> _TRY IT_
Reproduce exactly the lines below, from the first one through the line containing "position:absolute; left:12px; top:12px;", and omit any pictures.

(Saved data entries)
---

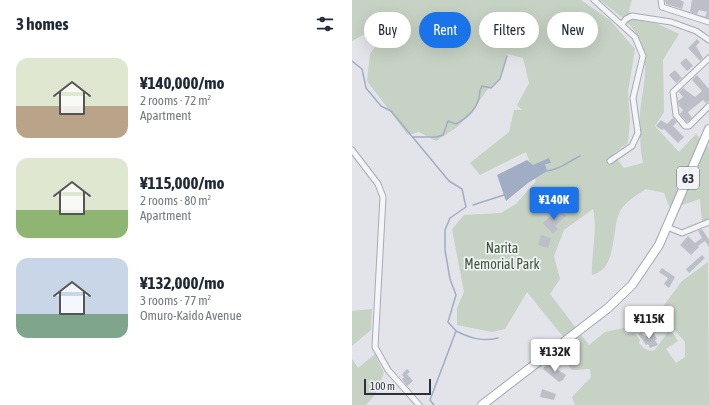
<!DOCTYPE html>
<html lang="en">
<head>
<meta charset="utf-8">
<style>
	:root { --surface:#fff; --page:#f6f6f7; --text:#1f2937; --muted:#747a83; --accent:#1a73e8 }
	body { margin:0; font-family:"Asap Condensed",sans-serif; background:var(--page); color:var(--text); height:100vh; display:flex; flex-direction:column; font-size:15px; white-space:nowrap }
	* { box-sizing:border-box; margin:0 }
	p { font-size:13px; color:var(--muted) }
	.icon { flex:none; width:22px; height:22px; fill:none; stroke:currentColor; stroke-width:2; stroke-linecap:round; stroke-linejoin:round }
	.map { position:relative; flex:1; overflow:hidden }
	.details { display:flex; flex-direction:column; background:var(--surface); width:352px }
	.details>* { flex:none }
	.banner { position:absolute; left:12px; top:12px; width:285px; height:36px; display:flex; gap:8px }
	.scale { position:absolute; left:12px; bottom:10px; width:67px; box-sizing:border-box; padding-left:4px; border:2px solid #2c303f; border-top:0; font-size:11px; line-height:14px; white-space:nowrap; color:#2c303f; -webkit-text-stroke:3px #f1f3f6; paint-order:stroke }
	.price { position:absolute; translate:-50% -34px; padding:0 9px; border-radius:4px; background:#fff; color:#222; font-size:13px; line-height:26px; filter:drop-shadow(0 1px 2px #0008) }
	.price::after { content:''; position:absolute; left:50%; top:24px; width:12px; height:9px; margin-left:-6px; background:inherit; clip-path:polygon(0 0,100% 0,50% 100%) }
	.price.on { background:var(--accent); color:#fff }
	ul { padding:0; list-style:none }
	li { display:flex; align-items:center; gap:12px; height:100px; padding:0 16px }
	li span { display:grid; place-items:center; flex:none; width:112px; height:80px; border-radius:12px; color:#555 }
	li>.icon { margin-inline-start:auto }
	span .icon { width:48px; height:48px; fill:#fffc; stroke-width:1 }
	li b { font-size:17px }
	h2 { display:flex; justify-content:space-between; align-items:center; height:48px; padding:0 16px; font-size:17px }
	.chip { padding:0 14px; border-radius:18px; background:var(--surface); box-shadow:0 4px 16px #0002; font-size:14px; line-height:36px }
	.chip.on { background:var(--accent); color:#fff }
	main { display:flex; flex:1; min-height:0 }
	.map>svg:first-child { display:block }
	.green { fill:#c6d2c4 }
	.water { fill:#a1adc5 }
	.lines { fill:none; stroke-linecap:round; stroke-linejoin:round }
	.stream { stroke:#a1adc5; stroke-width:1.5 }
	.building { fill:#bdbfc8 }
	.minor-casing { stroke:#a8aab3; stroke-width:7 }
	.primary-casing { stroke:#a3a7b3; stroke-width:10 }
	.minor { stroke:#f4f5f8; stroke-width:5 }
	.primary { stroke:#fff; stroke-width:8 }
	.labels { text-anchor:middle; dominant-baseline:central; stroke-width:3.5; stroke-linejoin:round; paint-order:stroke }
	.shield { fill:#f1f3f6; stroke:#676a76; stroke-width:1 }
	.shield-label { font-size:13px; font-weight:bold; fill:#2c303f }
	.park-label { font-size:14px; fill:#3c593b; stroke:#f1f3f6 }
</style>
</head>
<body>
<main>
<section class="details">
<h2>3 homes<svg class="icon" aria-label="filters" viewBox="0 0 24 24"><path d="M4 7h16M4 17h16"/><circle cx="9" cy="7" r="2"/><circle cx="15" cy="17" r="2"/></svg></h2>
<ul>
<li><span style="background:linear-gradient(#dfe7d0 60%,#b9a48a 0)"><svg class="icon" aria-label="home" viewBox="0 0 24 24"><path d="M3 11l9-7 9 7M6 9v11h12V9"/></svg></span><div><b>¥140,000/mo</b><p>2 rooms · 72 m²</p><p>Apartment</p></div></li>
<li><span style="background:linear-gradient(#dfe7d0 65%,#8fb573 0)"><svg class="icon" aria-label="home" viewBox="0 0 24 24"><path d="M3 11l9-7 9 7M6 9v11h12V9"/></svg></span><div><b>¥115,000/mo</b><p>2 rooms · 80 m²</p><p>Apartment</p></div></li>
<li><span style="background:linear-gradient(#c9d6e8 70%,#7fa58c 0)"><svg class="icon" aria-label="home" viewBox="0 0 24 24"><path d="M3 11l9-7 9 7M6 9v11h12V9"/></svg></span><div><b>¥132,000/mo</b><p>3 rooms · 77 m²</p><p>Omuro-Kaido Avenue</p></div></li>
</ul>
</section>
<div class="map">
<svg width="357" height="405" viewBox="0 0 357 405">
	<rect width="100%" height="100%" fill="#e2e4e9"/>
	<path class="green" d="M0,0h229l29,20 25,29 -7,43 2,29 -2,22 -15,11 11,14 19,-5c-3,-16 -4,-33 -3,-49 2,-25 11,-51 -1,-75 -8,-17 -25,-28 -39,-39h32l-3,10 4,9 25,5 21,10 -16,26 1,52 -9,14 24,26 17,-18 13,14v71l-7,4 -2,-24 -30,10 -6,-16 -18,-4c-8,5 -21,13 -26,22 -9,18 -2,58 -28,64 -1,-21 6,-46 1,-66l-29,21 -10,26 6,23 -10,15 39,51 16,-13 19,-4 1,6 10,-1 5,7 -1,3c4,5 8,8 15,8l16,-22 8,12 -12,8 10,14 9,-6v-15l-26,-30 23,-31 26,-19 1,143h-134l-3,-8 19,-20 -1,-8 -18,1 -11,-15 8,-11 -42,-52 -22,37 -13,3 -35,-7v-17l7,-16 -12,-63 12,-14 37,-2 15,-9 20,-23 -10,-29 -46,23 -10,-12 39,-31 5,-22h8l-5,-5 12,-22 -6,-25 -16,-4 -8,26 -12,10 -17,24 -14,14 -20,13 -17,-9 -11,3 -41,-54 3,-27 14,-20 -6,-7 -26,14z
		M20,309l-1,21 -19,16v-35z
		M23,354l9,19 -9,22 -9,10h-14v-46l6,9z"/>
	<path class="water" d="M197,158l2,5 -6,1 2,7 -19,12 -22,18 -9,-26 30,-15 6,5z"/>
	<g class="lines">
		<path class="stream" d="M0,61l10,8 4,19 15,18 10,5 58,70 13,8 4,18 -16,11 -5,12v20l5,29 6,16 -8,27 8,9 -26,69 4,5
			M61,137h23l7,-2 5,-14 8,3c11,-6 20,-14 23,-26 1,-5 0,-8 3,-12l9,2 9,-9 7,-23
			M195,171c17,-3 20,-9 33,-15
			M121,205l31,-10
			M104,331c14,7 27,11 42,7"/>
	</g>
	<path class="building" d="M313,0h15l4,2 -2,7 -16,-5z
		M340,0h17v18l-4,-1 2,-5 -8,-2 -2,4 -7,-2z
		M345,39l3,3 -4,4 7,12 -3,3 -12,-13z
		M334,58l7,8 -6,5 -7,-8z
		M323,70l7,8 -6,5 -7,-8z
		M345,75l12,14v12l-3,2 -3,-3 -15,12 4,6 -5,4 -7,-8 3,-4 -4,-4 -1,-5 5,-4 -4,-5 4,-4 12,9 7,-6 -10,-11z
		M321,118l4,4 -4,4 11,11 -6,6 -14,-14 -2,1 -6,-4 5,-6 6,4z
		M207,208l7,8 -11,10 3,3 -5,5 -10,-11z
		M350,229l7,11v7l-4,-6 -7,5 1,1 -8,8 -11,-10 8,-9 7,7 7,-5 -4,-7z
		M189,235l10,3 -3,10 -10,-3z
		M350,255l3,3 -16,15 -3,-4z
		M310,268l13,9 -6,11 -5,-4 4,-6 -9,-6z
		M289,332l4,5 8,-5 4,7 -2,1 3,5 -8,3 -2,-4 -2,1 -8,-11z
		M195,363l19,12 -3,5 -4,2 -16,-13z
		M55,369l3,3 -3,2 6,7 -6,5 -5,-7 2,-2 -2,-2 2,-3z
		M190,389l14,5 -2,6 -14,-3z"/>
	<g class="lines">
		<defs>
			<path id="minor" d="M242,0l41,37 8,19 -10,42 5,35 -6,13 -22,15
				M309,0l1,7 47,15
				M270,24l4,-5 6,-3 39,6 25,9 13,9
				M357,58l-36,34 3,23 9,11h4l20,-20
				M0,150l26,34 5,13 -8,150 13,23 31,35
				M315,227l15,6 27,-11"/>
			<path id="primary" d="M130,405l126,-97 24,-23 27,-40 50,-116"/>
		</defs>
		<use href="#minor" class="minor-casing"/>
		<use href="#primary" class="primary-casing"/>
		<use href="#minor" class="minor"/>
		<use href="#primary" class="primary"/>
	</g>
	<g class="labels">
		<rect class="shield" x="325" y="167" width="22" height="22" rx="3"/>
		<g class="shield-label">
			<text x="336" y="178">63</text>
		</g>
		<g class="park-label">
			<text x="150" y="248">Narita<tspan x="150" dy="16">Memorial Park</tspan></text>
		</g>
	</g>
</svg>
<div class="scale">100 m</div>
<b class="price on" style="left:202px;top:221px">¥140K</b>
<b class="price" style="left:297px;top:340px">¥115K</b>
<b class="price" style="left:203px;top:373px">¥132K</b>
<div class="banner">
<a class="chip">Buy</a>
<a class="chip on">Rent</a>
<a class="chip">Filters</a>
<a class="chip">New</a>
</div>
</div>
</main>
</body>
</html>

---

> _SOLUTION TO THE EXERCISE_
<!DOCTYPE html>
<html lang="en">
<head>
<meta charset="utf-8">
<style>
	:root { --surface:#fff; --page:#f6f6f7; --text:#1f2937; --muted:#747a83; --accent:#1a73e8 }
	body { margin:0; font-family:"Asap Condensed",sans-serif; background:var(--page); color:var(--text); height:100vh; display:flex; flex-direction:column; font-size:15px; white-space:nowrap }
	* { box-sizing:border-box; margin:0 }
	p { font-size:13px; color:var(--muted) }
	.icon { flex:none; width:22px; height:22px; fill:none; stroke:currentColor; stroke-width:2; stroke-linecap:round; stroke-linejoin:round }
	.map { position:relative; flex:1; overflow:hidden }
	.details { display:flex; flex-direction:column; background:var(--surface); width:352px }
	.details>* { flex:none }
	.banner { position:absolute; left:12px; top:12px; width:285px; height:36px; display:flex; gap:8px }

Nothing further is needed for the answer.